The LSAT is Hard, Easy, Bullshit, and Unfair

LSAT Blog Hard Easy Bullshit 2Of course, I don't believe it's bullshit or unfair.

Apparently, you guys do. Google told me so.

According to Google's search suggestions (based on billions of searches), you think it's hard, easy, bullshit, and unfair, among other things:

LSAT is hard? Agreed.

LSAT is easy? Agreed.

LSAT is bullshit and unfair? Nope. LSAC says it has a correlation of .35 with 1L grades, and that's an underestimation because some test-takers never make it to law school (see p16 of PDF).

LSAT is out of...control? It's out of 180.

LSAT is tomorrow? Not usually. See LSAT dates.

How the LSAT is graded? I did a big series on the LSAT "curve" recently.

Which LSAT is the easiest / hardest? No particular LSAT exam is easier or harder than any other at the end of the day. Again, see my series on the LSAT "curve."


  1. Can I even tell you how excited I am that you used "bullshit" in a post? I fracking love it. Please use "frack" ASAP.
    <3 <3 <3

  2. don't use frack

  3. Do you really consider to be .35 such a great correlation? That is closer to 0 (no correlation) than 1 (perfect correlation.


  4. To the first 2 commenters:

    Haven't decided whether I'll use "frack" yet, haha.
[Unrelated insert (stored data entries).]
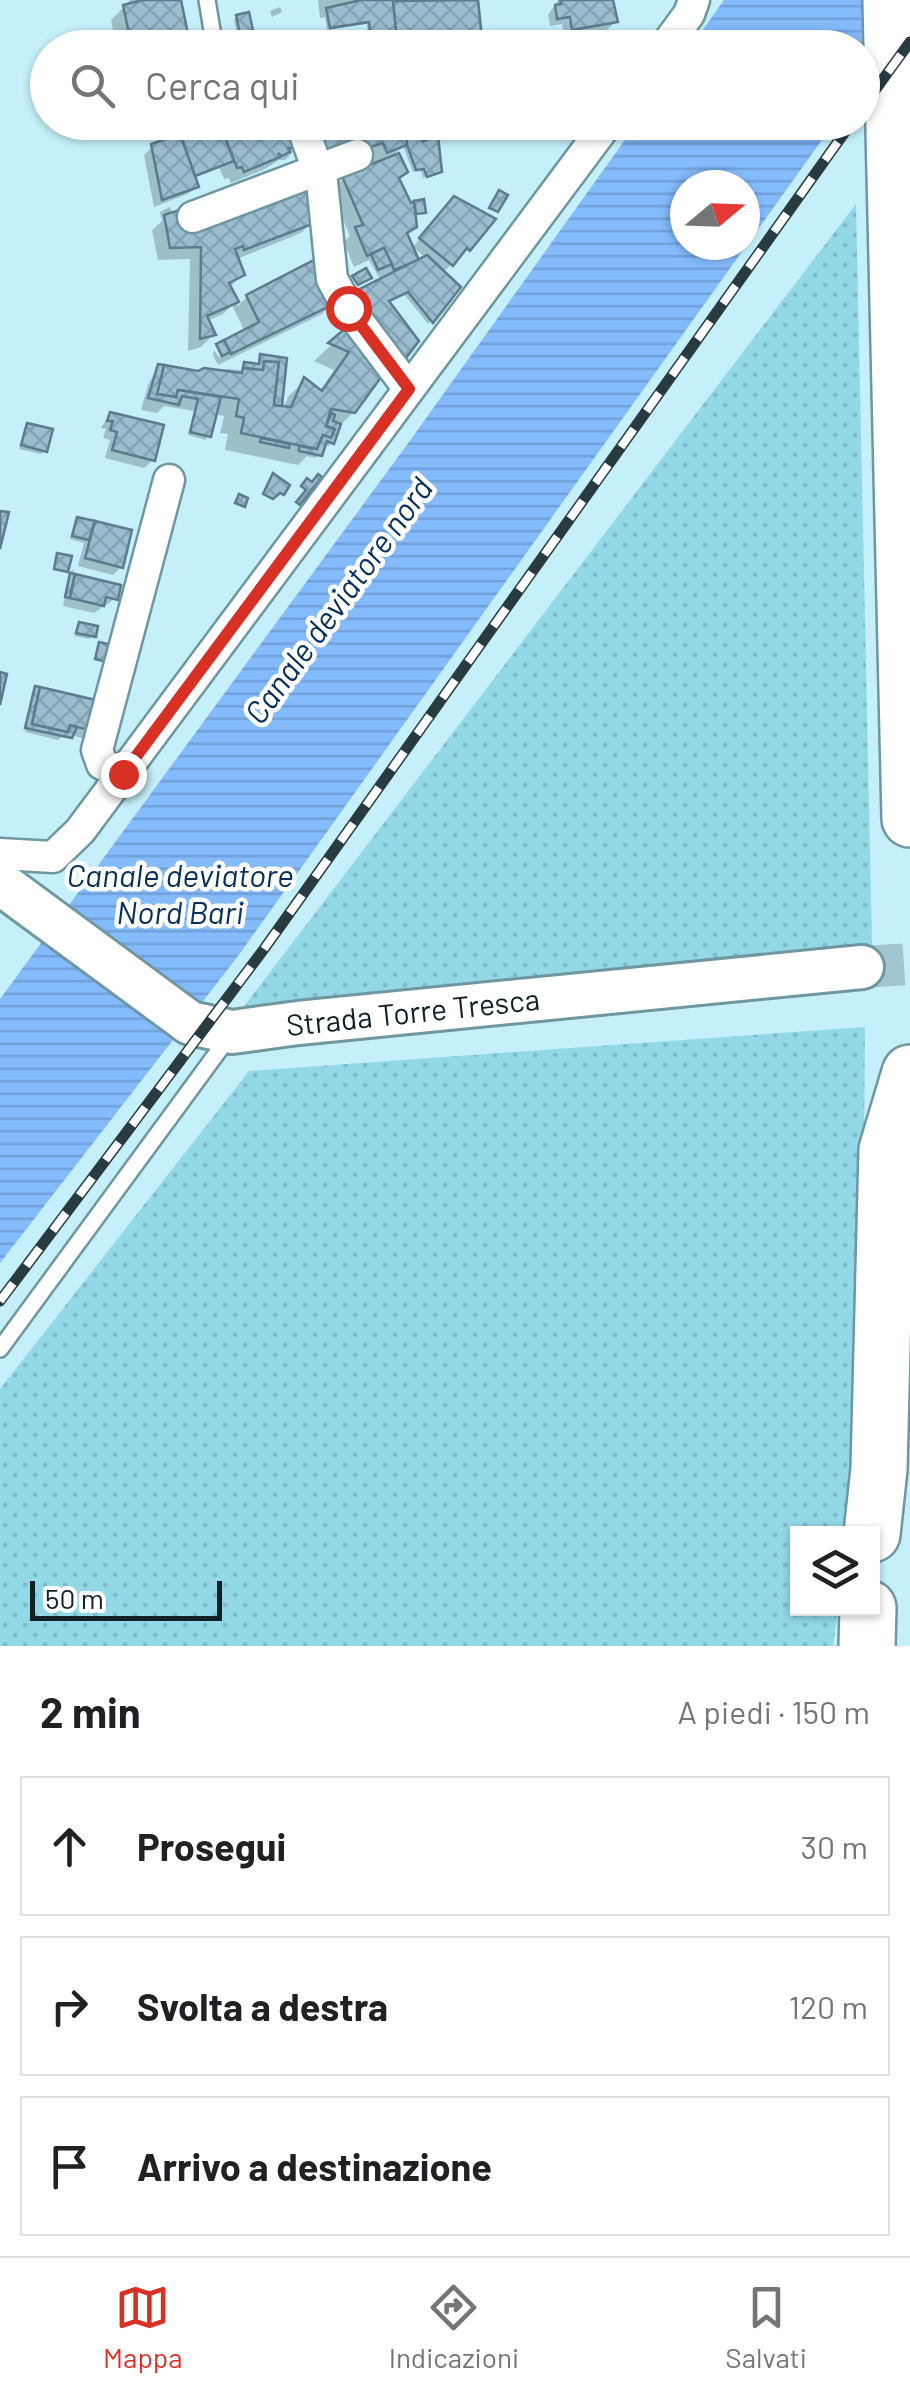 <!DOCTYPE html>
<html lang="it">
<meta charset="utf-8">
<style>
body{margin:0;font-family:Barlow,sans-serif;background:#f6f6f6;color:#202124}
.controls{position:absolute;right:30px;bottom:30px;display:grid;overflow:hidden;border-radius:0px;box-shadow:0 2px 8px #0004}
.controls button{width:90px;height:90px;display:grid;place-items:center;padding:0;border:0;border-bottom:2px solid #e0e0e0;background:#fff;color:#202124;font:50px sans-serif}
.compass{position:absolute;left:670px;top:170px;width:90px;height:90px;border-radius:50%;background:#fff;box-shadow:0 2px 8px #0004;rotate:71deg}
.scale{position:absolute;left:30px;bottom:25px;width:192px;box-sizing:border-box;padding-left:10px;border:5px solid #102024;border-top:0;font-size:28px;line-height:35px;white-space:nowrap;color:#102024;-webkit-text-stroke:8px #fff;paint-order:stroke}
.stop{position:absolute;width:30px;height:30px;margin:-22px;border:8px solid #d93025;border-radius:50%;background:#fff}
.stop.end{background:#d93025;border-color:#fff;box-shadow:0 2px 10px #0008}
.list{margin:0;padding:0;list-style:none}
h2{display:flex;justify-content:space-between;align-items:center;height:130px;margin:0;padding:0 40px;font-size:42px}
h2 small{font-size:32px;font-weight:400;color:#757577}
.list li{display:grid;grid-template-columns:65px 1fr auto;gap:30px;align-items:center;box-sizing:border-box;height:140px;margin:0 20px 20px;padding:0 20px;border:2px solid #e0e0e0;border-radius:0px}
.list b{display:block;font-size:38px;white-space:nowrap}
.list em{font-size:32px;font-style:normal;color:#757577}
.icon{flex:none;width:55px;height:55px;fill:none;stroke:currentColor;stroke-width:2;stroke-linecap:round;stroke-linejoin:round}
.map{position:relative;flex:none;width:910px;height:1646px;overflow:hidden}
.search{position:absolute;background:#fff;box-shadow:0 2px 8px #0004;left:30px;right:30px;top:30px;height:110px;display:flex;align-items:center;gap:25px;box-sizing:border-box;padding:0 35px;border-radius:55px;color:#757577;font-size:38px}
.sheet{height:610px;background:#fff}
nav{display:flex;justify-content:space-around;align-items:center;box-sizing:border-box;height:140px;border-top:2px solid #e0e0e0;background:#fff;font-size:28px;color:#757577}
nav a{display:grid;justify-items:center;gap:5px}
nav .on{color:#d93025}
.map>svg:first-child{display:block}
</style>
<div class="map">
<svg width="910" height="1646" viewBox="0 0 910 1646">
<defs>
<pattern id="grass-dots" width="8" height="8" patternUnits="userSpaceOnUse" patternTransform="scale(2.5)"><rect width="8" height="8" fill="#92d8e7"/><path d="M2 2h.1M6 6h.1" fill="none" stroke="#7db9c6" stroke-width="1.8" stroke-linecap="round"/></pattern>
<pattern id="water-rules" width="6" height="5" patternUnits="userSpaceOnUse" patternTransform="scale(2.5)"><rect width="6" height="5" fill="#84bbfd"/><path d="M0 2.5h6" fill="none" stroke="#71a0d9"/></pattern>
<pattern id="building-cross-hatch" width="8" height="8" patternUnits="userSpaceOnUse" patternTransform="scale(2.5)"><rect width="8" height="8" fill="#9bbdd0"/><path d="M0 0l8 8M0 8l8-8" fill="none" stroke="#84a2b2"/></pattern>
</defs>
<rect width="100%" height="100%" fill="#c5f0fa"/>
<g fill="url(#grass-dots)">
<polygon points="856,204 872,945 242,1009"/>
<polygon points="865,1027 862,1396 846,1533 798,1534 798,1608 838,1609 833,1646 0,1646 0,1389 249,1071"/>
</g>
<g fill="url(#water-rules)" fill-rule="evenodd">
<polygon points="724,0 910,0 910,16 863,82 862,48 690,48"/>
<path d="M637 123H834L238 956 0 1263V999L409 442ZM685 185H745V245H685Z"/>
</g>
<g fill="#0003">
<polygon points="129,0 178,0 189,48 117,48 111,20 124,7 130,6"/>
<polygon points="318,0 390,0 394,3 475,0 481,48 369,48 367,24 327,30 325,17 320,18"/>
<polygon points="558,0 611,0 615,22 607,30 564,37 562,24 550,26 548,15"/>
<polygon points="280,7 282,12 272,17 270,11"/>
<polygon points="237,17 255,48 240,48 234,20"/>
<polygon points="133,122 157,122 134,128"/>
<polygon points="188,122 422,122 421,144 440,171 423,178 421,171 413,172 403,146 396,153 405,172 397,180 410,206 415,204 423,212 414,217 415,226 405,235 417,262 426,258 413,247 445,207 468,249 442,273 458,287 469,274 428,324 404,294 387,302 398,363 381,281 369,260 354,267 344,242 350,236 331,191 344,178 374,166 371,155 296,149 285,160 279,160 265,169 231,183 229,178 224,179 219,167 193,177 196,186 188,194 154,207 144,155 153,146 177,137 174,128"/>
<polygon points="170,207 173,214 314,220 301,233 237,259 242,275 229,288 238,306 247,297 335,301 322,314 218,365 213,355 214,350 220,358 219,345 245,332 232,305 223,314 207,321 210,338 201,347 188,351 190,259 158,260 152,230 162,221 160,212"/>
<polygon points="346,331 379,376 354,412 337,428 332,442 329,446 323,444 316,458 307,456 298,465 225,450 228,434 220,433 224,416 214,414 206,440 188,435 194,411 164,406 157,413 141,410 148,385 158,366 198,374 222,373 227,369 241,370 245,365 257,366 261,357 279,417 288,397 304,381 319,392 334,370 314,361"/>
<polygon points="110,414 153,460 144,468 105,458 110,440 103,438 106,429 101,428"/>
<polygon points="28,425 45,451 41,454 19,449"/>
<polygon points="78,520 129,532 121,567 113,575 78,566 84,543 70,539"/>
<polygon points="74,569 72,576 116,598 94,613 63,606 69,572"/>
<polygon points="79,625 93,636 90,639 74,636"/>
<polygon points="35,689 91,730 83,738 64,734 58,740 25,732 32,692"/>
</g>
<g fill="url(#building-cross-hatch)" stroke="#5c7c8e" stroke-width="2.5">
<polygon points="143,0 181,0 191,48 132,48 123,5"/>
<polygon points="361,0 393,0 398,48 372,48 369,22 330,28 326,8"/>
<polygon points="478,0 483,48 398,48 393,1"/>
<polygon points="560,0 613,0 618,22 572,30 570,17 557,19 555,5 561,4"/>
<polygon points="249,12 257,48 243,48 236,15"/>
<polygon points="219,122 290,122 300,148 288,148 290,152 282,156 278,153 280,157 244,172 242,167 237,168"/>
<polygon points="219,122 234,161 195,176 176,123"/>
<polygon points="302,122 406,122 407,145 387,153 383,143 319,163"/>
<polygon points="406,122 422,122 423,141 438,136 442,172 427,177 424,169 416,170 407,145"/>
<polygon points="180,134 199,187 162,200 151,144"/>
<polygon points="399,153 408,172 399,178 411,203 414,201 417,227 407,233 419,260 394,270 384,248 367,256 355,227 363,225 342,176"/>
<polygon points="311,180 315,223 244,250 243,246 235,249 245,275 229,283 239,302 207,316 216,335 200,339 201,247 170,248 164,215 179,210 184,225"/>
<polygon points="499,190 508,195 498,212 489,208"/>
<polygon points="454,196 496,219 470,251 467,248 453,266 419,238"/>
<polygon points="424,199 426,213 416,214 414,201"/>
<polygon points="384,248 392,264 378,270 371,254"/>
<polygon points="427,255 461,287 433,323 408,292 389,301 419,341 403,362 350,294"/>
<polygon points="316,259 338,302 231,354 224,340 259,322 246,295"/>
<polygon points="366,268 372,278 358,285 352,276"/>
<polygon points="347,327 382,376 355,413 331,409 326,426 335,429 331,438 323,435 317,449 241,433 244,418 236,416 239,399 178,390 176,397 157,394 164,365 198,371 204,368 242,373 243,368 263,370 264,361 279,362 274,405 291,407 304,377 322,391 349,352 328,343"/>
<polygon points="224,340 230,352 222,356 216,344"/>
<polygon points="260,354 287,358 282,406 274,405 279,362 264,361 263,370 243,368 244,362 259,364"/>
<polygon points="158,364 164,365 157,394 176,397 178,390 221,397 211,437 190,432 198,399 182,396 179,405 148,398"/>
<polygon points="110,412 164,425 155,461 112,450 117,432 110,430 113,421 107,421"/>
<polygon points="332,413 335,415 333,421 341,424 334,444 327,441 322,456 299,451 299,446 317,449 323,435 331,438 335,429 326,426"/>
<polygon points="27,423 53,429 47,452 21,445"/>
<polygon points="261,438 290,444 289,448 260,442"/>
<polygon points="273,473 290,485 284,495 280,493 273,499 263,494"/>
<polygon points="318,474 322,477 300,505 296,502 306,490 301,486 307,478 312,482"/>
<polygon points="239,494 248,498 245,507 235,503"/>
<polygon points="0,511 9,512 0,549"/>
<polygon points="77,517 95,521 89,540 72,536"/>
<polygon points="95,521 132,530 123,568 85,558"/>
<polygon points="57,553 72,556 68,572 54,569"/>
<polygon points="70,573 75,574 70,598 65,597"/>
<polygon points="75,574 121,585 118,600 106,597 104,606 70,598"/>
<polygon points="79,622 98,626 96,637 76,633"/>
<polygon points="99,642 112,645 107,662 95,659"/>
<polygon points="0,672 7,674 0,705"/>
<polygon points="35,686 40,687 32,724 68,732 70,725 77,727 72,738 25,728"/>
<polygon points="40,687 100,701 93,731 70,725 68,732 32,724"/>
</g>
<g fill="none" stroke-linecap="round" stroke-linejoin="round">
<polyline stroke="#a1c6cf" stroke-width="42" stroke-dasharray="42 21" stroke-linecap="butt" points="862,967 910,964"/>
<g stroke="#6f97a0" stroke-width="20">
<g id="lane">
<polyline points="207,0 215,48"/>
<polyline points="0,1349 228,1038"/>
</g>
</g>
<g stroke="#6f97a0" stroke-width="35">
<g id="street">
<polyline points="664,48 689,14 694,0"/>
<polyline points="305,134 322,182 332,279 348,308 409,389"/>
<polyline points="193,217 357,155"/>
<polyline points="123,774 102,764 97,750 169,480"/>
<polyline points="0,854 53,857 80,831 608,122"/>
</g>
</g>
<g stroke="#6f97a0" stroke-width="48">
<polyline id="secondary" points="0,887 7,888 190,1023 232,1032 298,1023 862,967"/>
</g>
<g stroke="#6f97a0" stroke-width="60">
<g id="highway">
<polyline points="891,0 910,819"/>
<polyline points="872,1534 879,1469 887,1150 910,1073"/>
<polyline points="867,1646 868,1608"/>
</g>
</g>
<use href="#lane" stroke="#fff" stroke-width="15"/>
<use href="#street" stroke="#fff" stroke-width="30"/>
<use href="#secondary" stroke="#fff" stroke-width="42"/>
<use href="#highway" stroke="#fff" stroke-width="55"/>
<g stroke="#283b40" stroke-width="11">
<g id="rail">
<polyline points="862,108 910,42"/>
<polyline points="0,1301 264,949 852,122"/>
</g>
</g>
<use href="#rail" stroke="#fff" stroke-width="8" stroke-dasharray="22" stroke-linecap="butt"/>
</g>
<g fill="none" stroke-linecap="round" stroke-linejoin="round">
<polyline stroke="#d93025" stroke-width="12" points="123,774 409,389 348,308"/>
</g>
<g text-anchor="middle" stroke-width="9" stroke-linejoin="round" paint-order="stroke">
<g font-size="30" fill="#102024" stroke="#fff">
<text transform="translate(413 1013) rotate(-6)" y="10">Strada Torre Tresca</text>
</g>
<g font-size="32" font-style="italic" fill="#092f59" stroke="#fff">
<text transform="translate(339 601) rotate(-54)" y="11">Canale deviatore nord</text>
<text x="180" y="887">Canale deviatore<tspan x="180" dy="37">Nord Bari</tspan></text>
</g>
</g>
</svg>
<div class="controls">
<button><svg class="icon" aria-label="layers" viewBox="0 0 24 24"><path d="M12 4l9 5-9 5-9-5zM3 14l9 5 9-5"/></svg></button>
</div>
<svg class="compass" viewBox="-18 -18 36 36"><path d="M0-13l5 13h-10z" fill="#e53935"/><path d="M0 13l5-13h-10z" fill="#757577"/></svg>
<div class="scale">50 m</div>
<div class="stop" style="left:348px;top:308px"></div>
<div class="stop end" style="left:123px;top:774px"></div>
<div class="search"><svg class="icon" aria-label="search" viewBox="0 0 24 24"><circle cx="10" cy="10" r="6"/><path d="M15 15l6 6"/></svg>Cerca qui</div>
</div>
<section class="sheet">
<h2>2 min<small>A piedi · 150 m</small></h2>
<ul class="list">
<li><svg class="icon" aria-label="ahead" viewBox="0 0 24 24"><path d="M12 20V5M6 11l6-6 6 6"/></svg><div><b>Prosegui</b></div><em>30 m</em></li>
<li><svg class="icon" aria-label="right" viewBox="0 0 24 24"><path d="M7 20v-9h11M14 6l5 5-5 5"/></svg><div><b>Svolta a destra</b></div><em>120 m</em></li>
<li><svg class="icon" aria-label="arrive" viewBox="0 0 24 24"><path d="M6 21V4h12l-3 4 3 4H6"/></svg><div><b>Arrivo a destinazione</b></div></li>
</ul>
</section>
<nav>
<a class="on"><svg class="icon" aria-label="map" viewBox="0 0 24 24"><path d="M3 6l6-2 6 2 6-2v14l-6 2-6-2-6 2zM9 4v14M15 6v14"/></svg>Mappa</a>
<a><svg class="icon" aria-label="directions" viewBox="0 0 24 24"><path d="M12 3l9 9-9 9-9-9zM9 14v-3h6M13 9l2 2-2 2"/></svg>Indicazioni</a>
<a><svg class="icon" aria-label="saved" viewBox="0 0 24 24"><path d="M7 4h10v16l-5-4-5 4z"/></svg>Salvati</a>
</nav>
    To the third commenter:

    I don't think it's a great correlation, but it's not terrible. LSAT alone actually has stronger correlation with 1L grades than undergrad GPA alone.

    The same PDF states that undergrad GPA only has a .28 correlation with 1L grades. A composite of LSAT and undergrad GPA has a .47 correlation with 1L grades. (This is all on page 16 of the PDF.)

    I don't know of a better predictor of 1L grades than this composite. Please let me know if you find one, and I'll work on selling it to LSAC and the law schools.

  5. Hi Steve

    Thanks for creating this blog. It was super helpful for me as I prepped for my February test. I've read your posts on retakes, yet I still have a question regarding retaking the test (which I plan on doing in June): how should I approach it? Since February was an undisclosed test, I really don't know which question types/section I did well on or flunked on. I don't think I was particularly stressed or under-prepared going in either. Aside from going through all the PTs again, I don't know how I can study differently. It seems like I'll have to take a blanket approach again ... and well, I have the nagging feeling that I should do something /different/ this time around.

    Any advice will be much appreciated.

  6. Hi Tonka Time,

    Since Feb tests are undisclosed, take a practice test to see where you stand, then use that to jump on the retakers' schedule.

    Yes, you should do something different.

    -Study more (if you didn't study enough)
    -Study less (if you burned out)
    -Study differently

    Check out my regular 2-month LSAT study schedule if you didn't use it the first time around.

  7. >>>and that's an underestimation because some test-takers never make it to law school (see p16 of PDF).

    What? How can we possibly know how the LSAT correlates to law school grades no one ever received? For all we know, these non-law school students would have not affected the correlation or would have weakened it.

  8. Excellent point, Terry! Without more information, we have no way of knowing.

    However, if you look at p16 of the PDF I linked above, you'll find this gem:

    Because the data derive from a restricted sample (i.e., those who are actually selected for law school), they underestimate the validity of the combination. Dalessandro et al. (2005) demonstrate that correlation coefficients are higher when the data are based on an unselected sample.

  9. Steve, I had looked at the page prior to posting, but I couldn't see how Dalessandro or anyone else could make that deduction. He may have an *argument* that that's the case, but I can't imagine how he could prove it. Anyway, first day with your blog, quite nice.